Или, увидев, как один из них пересекает дорогу, возвращаясь из супермаркета с полной сумкой багетов и красного вина, слегка прибавить скорость своего автомобиля. Чистая случайность. «Совершенно неожиданно он вынырнул прямо перед капотом», — всегда можно оправдаться потом или вовсе промолчать, бросив голландца на обочине дороги, словно задавленного зайца, но по приезде домой на всякий случай ополоснуть бампер и крыло. Все средства хороши ради того, чтобы вбить им в голову одну-единственную мысль: вам здесь не место! Проваливайте к себе домой! Играйте во Францию в собственной стране, с багетами, сырами и красным вином, но не здесь!
«Паул! Паул!»
В центре лужайки Бабетта в своем развевающемся одеянии, в опасной близости от факелов, протягивала ко мне руки. «Милорд!» — гремело из колонок. Танцы. Танцы на траве с моей невесткой. Как сыр в масле. Я огляделся и обнаружил Клэр у стола с сырами.

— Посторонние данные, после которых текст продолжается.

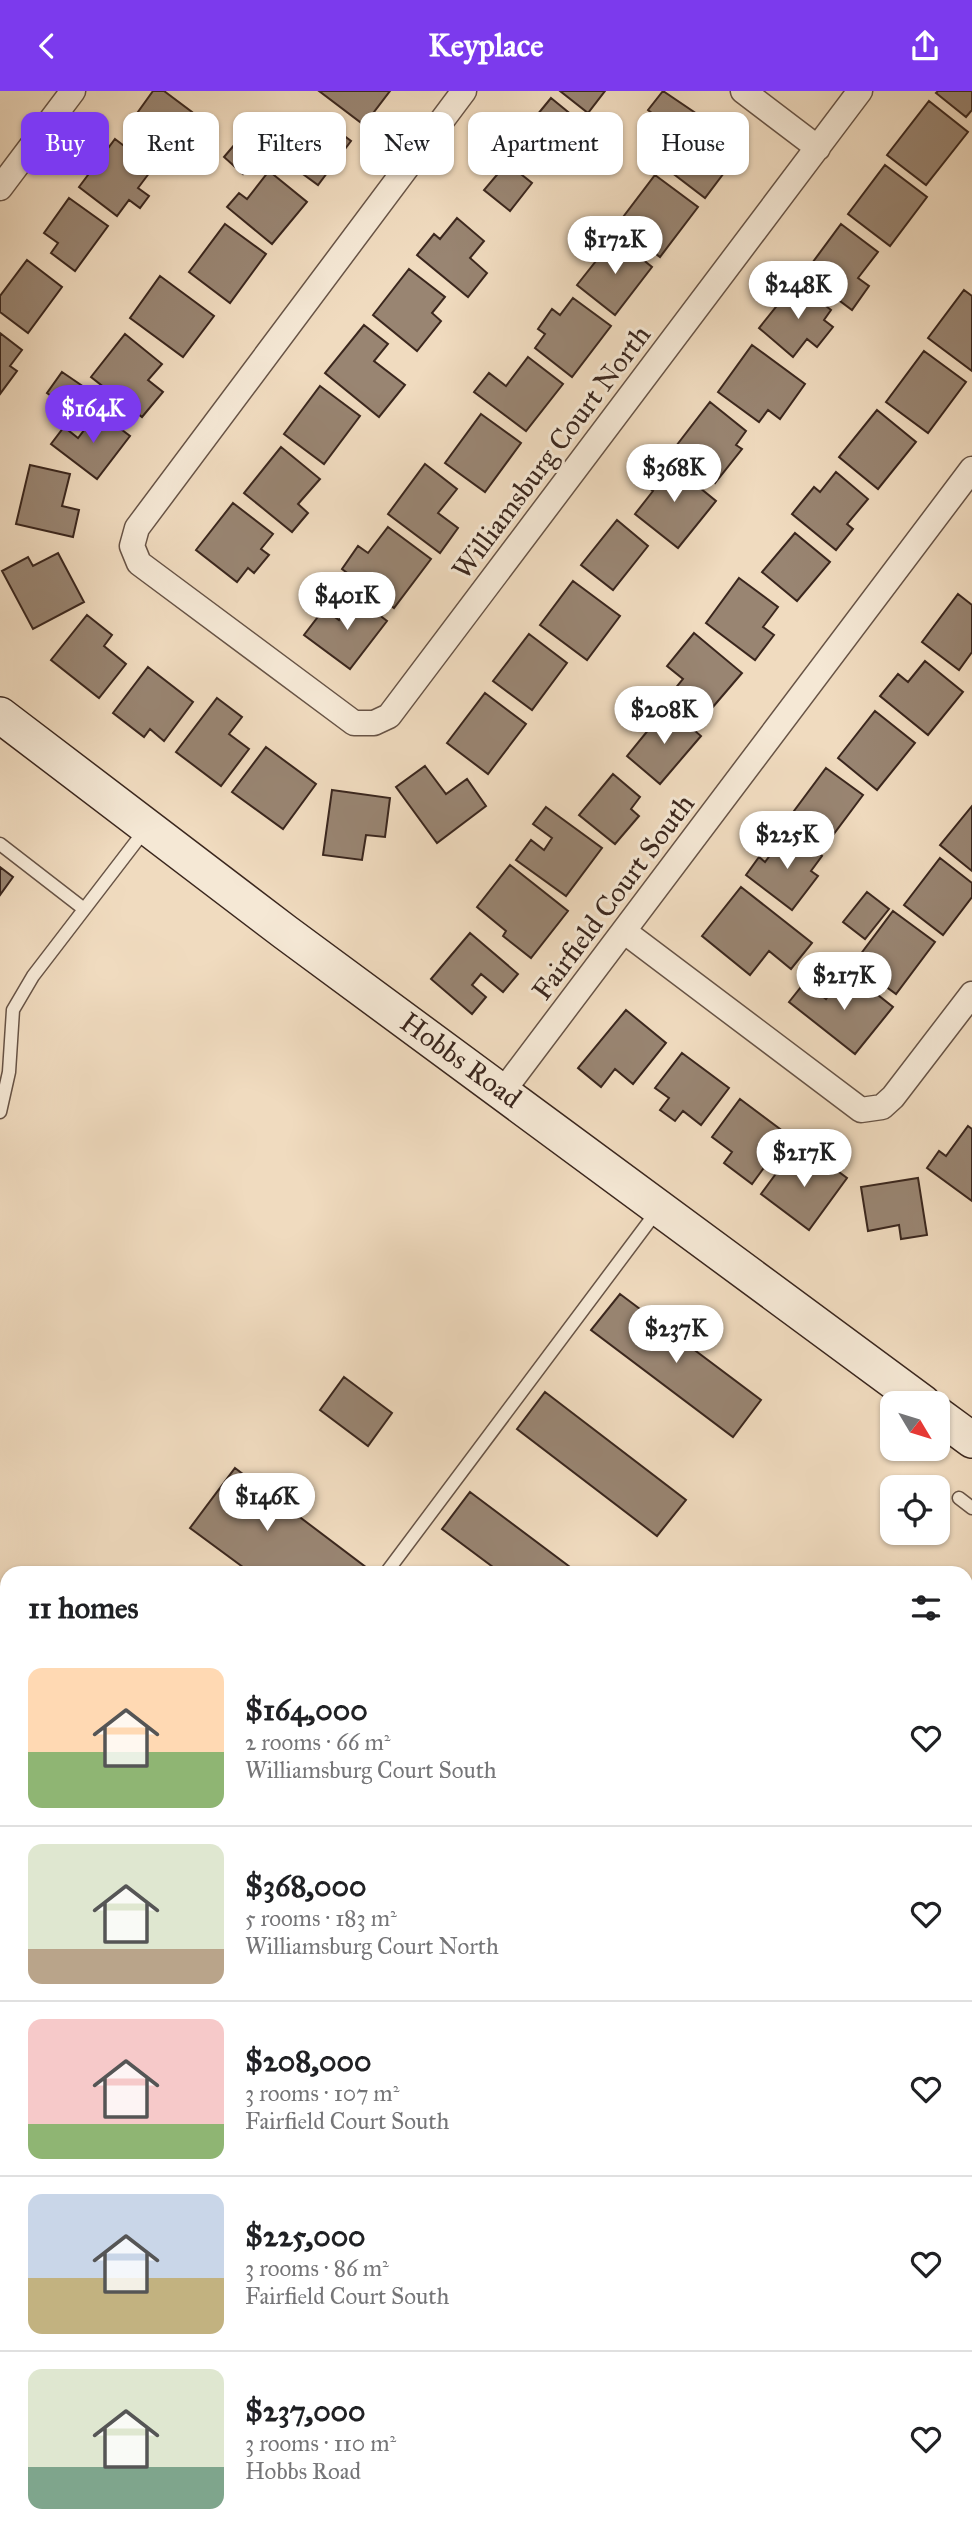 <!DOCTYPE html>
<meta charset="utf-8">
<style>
body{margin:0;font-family:"IM FELL Great Primer",serif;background:#f6f6f6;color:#202124;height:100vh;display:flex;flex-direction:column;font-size:26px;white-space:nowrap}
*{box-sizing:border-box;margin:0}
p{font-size:23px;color:#757577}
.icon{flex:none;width:38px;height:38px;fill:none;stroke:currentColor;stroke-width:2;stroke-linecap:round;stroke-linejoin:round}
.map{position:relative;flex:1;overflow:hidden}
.side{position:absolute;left:0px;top:1475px;width:973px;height:975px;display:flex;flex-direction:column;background:#fff;border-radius:21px 21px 0 0;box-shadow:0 2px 5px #0004}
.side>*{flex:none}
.banner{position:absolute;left:21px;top:21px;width:931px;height:63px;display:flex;gap:14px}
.needle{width:46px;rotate:128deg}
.fabs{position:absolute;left:880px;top:1300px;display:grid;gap:14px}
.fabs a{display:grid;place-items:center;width:70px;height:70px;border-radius:14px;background:#fff;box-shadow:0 2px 5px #0004;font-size:35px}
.price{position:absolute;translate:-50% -60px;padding:0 16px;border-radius:24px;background:#fff;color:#222;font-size:23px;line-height:46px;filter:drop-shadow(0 2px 4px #0008)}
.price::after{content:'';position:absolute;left:50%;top:42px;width:21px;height:16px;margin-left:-10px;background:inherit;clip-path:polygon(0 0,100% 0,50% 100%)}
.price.current{background:#7c3aed;color:#fff}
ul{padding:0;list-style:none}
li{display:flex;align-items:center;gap:21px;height:175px;padding:0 28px}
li+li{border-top:2px solid #e0e0e0}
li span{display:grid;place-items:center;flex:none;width:196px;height:140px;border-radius:14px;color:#555}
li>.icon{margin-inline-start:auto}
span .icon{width:84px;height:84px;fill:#fffc;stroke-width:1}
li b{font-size:30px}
h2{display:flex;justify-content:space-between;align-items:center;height:84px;padding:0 28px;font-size:30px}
.pill{padding:0 24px;border-radius:14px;background:#fff;box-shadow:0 2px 5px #0004;font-size:24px;line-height:63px}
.pill.current{background:#7c3aed;color:#fff}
header{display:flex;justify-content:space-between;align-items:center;height:91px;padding:0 28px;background:#7c3aed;color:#fff;font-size:32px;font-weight:800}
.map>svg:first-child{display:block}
.building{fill:#998572;stroke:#3b271e;stroke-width:2}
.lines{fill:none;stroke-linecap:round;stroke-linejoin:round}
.lane-casing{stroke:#685446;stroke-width:15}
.street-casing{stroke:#685446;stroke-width:27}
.secondary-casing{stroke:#3b271e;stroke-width:38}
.lane{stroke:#f5e8d5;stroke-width:12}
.street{stroke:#f5e8d5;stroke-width:24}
.secondary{stroke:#f5e8d5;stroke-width:35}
.labels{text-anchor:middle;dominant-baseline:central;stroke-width:6;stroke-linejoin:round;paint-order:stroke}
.street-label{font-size:28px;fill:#3b271e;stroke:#f5e8d5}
</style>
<header><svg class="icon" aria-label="back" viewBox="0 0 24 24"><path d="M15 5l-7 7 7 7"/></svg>Keyplace<svg class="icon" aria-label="share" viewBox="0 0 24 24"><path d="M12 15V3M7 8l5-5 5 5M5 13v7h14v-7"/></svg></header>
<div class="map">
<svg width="972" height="2449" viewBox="0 0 972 2449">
<rect width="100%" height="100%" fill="#f0dbbf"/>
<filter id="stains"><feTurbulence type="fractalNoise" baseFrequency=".00286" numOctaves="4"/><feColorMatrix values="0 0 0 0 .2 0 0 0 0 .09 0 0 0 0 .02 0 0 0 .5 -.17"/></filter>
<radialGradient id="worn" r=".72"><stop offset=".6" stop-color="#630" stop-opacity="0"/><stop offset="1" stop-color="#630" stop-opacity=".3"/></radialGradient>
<path class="building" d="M153 0H164L192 21 165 58 130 32Z
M319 0H390L364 34Z
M560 0H605L588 22Z
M663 0 700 25 684 47 648 19Z
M938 0H972V19L966 26 936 2Z
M551 7 584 34 571 51 584 62 570 79 557 69 548 81 508 48 527 24 533 29Z
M929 10 968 41 926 94 887 64Z
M315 23 351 50 318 94 281 67Z
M704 36 739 62 705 107 671 81Z
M241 46 260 63 243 83 224 66Z
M115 48 153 77 138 97 149 105 140 117 129 109 117 125 79 96Z
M507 72 532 92 510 120 484 99Z
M885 74 927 106 890 155 848 123Z
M269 80 307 111 272 153 227 116 239 102 247 108Z
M655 84 698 116 660 166 617 134Z
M69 107 108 135 75 180 51 162 58 152 44 142Z
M457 127 484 150 470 167 487 182 468 206 417 164 434 143 440 148Z
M225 133 266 163 230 212 189 181Z
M841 133 878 161 858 187 869 195 852 219 804 183Z
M615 146 652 176 615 224 577 194Z
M27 169 62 196 28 242 0 221V205Z
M409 178 445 206 432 222 441 230 417 260 373 224Z
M160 185 214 225 183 266 130 227Z
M796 191 831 219 824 229 833 236 817 256 807 248 793 266 759 237Z
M964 199 972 205V280L928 247Z
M573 207 611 235 572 286 535 257 545 243 538 238 552 218 560 224Z
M364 234 388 253 374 270 405 294 379 326 325 282Z
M0 242 22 259 10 275 17 280 0 303Z
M125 243 162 273 148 289 163 301 142 326 91 286Z
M752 254 805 293 780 328 768 319 759 331 718 301Z
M924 260 966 291 928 342 886 311Z
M528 266 563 293 526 340 474 301 489 282 506 295Z
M62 281 84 296 69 318 47 302Z
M320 295 360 325 324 373 284 343Z
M710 311 746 340 736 354 742 358 715 392 673 359Z
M877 319 916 351 878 398 839 366Z
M98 321 130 345 97 388 51 353 64 336 78 347Z
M481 323 521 352 485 401 445 372Z
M281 356 320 388 298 413 308 422 292 441 244 402Z
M663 367 716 410 678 457 635 423 653 400 643 392Z
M425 373 457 398 438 422 458 437 440 462 388 423Z
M30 374 70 383 62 415 79 419 73 446 16 433Z
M836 381 868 408 847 433 853 438 836 459 792 423 814 396 820 401Z
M233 412 273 443 261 458 269 464 254 482 248 477 237 491 196 459Z
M617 429 648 455 613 499 581 474Z
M388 436 431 468 394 517 342 478 358 455 368 462Z
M795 442 830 471 797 510 762 481Z
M58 462 84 511 33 538 2 480 28 466 33 475Z
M739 487 778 516 763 536 774 544 755 569 706 532Z
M573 490 620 525 587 569 540 534Z
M958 503 972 514V561L959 579 922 551Z
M356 506 387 530 350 578 304 544 324 518 339 529Z
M87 524 112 544 104 555 126 573 99 607 51 569Z
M694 542 742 582 700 631 669 605 683 588 667 575Z
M529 543 567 572 532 619 493 590Z
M925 570 963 601 928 644 880 605 898 583 908 591Z
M148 576 193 611 164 650 150 638 144 646 113 622Z
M485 602 526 633 488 683 447 652Z
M217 607 242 626 229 643 249 658 221 695 176 661Z
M667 616 701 645 660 693 627 665Z
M875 620 915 652 877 699 838 667Z
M266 656 316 693 283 738 232 701Z
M425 675 446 703 467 688 486 715 437 752 396 696Z
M826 677 863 704 827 752 791 724Z
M613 683 640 706 631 718 639 725 615 753 579 724Z
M332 699 390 707 385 746 366 744 362 769 323 764Z
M972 715V780L940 754Z
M546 716 602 757 566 805 516 769 531 749 544 759 552 747 533 733Z
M788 740 822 765 811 780 818 785 792 819 746 784 759 766 765 771Z
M940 767 972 792V806L943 844 904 814Z
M510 774 568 820 531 867 503 845 506 840 477 816Z
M0 776 13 786 0 804Z
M741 796 812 852 791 878 769 860 750 884 702 845Z
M867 801 889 818 865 848 843 831Z
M893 820 935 851 896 903 854 872Z
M470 842 518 883 503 901 481 883 472 894 486 906 472 923 431 888Z
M854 885 893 916 855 963 789 911 805 891 826 908 835 896 841 901Z
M626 919 666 952 633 993 615 978 601 996 578 977Z
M682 962 729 997 701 1034 683 1020 675 1030 660 1019 669 1007 655 997Z
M740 1008 788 1044 752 1093 724 1072 732 1061 712 1046Z
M968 1035 972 1038V1110L927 1077 939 1060 946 1065Z
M792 1061 813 1076 820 1067 847 1087 809 1139 761 1103Z
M918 1087 927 1144 901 1148 899 1134 868 1140 861 1096Z
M620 1203 761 1309 733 1346 591 1239Z
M344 1286 392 1322 368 1355 320 1319Z
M545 1301 686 1409 657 1445 517 1338Z
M235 1377 367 1477 363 1482H251L190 1437Z
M470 1401 578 1482H501L442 1438Z
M7 1676V1737L0 1732V1685Z
M972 1762V1885L966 1893V1770Z
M0 1837 7 1842V1901L0 1895Z
M972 2050V2133L966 2128V2058Z
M0 2332 7 2338V2443H84L80 2449H11L0 2441Z
M180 2443H324L320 2449H175Z"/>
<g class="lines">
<defs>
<path id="lane" d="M0 753 84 818
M0 1021 9 981 13 919 33 885 145 739
M959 1407 972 1417
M386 1482 657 1120
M966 1553 972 1545
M966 1925 972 1917
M966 2037 972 2029
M966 2329 972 2321
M400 2449 405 2443
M874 2449 878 2443
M965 2449 972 2439"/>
<path id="street" d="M464 0 137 437 132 455 139 472 354 632H374L389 625 860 0
M743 0 818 57
M0 97 73 0
M625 841 861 1019 882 1016 893 1006 972 903
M503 1000 972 378"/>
<path id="secondary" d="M0 624 285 841 923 1312
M938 1324 972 1349"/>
</defs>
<use href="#lane" class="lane-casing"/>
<use href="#street" class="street-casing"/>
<use href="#secondary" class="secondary-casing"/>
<use href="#lane" class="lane"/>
<use href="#street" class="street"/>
<use href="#secondary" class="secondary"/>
</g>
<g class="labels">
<g class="street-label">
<text transform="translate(551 361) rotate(-53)">Williamsburg Court North</text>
<text transform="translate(613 806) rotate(-53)">Fairfield Court South</text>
<text transform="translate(461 969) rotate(36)">Hobbs Road</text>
</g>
</g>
<rect width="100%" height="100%" filter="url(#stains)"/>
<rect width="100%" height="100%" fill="url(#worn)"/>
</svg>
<div class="fabs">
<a><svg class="needle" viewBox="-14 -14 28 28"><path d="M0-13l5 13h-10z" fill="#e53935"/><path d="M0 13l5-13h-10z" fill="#757577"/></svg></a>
<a><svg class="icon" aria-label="locate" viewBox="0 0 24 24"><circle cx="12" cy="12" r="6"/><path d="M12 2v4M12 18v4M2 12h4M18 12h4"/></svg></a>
</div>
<b class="price" style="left:615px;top:185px">$172K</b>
<b class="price" style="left:798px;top:230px">$248K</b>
<b class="price current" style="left:93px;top:354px">$164K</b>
<b class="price" style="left:674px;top:413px">$368K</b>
<b class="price" style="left:347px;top:541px">$401K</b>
<b class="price" style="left:664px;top:655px">$208K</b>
<b class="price" style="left:787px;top:780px">$225K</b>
<b class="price" style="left:844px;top:921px">$217K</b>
<b class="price" style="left:804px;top:1098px">$217K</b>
<b class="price" style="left:676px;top:1274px">$237K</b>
<b class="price" style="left:267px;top:1442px">$146K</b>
<div class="banner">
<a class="pill current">Buy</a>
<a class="pill">Rent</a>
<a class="pill">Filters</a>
<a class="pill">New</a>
<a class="pill">Apartment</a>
<a class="pill">House</a>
</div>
<section class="side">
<h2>11 homes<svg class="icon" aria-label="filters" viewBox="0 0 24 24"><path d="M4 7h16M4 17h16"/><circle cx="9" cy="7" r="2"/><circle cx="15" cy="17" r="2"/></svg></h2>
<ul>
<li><span style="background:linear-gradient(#ffd9b3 60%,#8fb573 0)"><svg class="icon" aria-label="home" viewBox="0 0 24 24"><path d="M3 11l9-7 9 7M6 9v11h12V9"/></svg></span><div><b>$164,000</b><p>2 rooms · 66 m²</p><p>Williamsburg Court South</p></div><svg class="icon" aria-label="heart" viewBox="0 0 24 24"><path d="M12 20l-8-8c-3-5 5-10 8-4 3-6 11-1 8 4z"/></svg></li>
<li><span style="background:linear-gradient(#dfe7d0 75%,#b9a48a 0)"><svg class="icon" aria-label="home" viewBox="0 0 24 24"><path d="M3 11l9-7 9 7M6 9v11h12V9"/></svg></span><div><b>$368,000</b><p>5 rooms · 183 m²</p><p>Williamsburg Court North</p></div><svg class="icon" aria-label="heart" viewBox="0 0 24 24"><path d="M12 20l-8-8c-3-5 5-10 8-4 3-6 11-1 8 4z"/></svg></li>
<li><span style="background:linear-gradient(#f6c9c9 75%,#8fb573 0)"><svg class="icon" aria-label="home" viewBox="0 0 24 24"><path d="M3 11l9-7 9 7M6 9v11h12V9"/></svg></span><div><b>$208,000</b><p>3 rooms · 107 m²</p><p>Fairfield Court South</p></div><svg class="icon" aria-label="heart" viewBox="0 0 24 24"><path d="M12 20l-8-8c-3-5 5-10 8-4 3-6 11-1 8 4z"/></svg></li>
<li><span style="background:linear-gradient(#c9d6e8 60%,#c2b280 0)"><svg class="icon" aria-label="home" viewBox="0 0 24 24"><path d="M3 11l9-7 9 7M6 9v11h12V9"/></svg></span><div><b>$225,000</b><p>3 rooms · 86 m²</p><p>Fairfield Court South</p></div><svg class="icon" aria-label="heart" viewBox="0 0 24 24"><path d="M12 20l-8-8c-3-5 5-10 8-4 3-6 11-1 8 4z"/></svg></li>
<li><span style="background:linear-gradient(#dfe7d0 70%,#7fa58c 0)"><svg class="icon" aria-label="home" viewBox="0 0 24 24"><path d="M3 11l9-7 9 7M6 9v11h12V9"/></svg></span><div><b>$237,000</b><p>3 rooms · 110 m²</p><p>Hobbs Road</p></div><svg class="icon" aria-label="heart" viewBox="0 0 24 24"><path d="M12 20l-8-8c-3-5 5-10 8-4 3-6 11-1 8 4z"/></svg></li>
</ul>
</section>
</div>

Беседуя с безработной актрисой, она бросила на меня взгляд, полный отчаяния. На вечеринках в Голландии этот взгляд означал: «Пожалуйста, пойдем домой». Но здесь пойти домой мы не могли, обреченные участвовать в этом фарсе до самого конца. Завтра. Завтра мы уедем. Сейчас ее взгляд молил об одном: «Помоги!»
Жестом я заверил свою невестку, что не сейчас, но позже обязательно с ней потанцую, и направился в сторону сырного стола. «Так смейтесь же, милорд! Так пойте же, милорд!» — заливалась Эдит Пиаф. Среди сотни голландцев с их загородными домами в Дордони, без сомнения, найдутся тупоголовые, продолжал я свой внутренний монолог. Такие, кто прячет голову в песок и упорно отказывается понимать, что они здесь нежелательные чужестранцы. Которые вопреки всему будут продолжать настаивать на том, что выбитые стекла, поджоги, избитые и попавшие под колеса соотечественники — дело рук «деградировавшего меньшинства». Может, этих болванов стоит спустить с неба на землю более жесткими методами?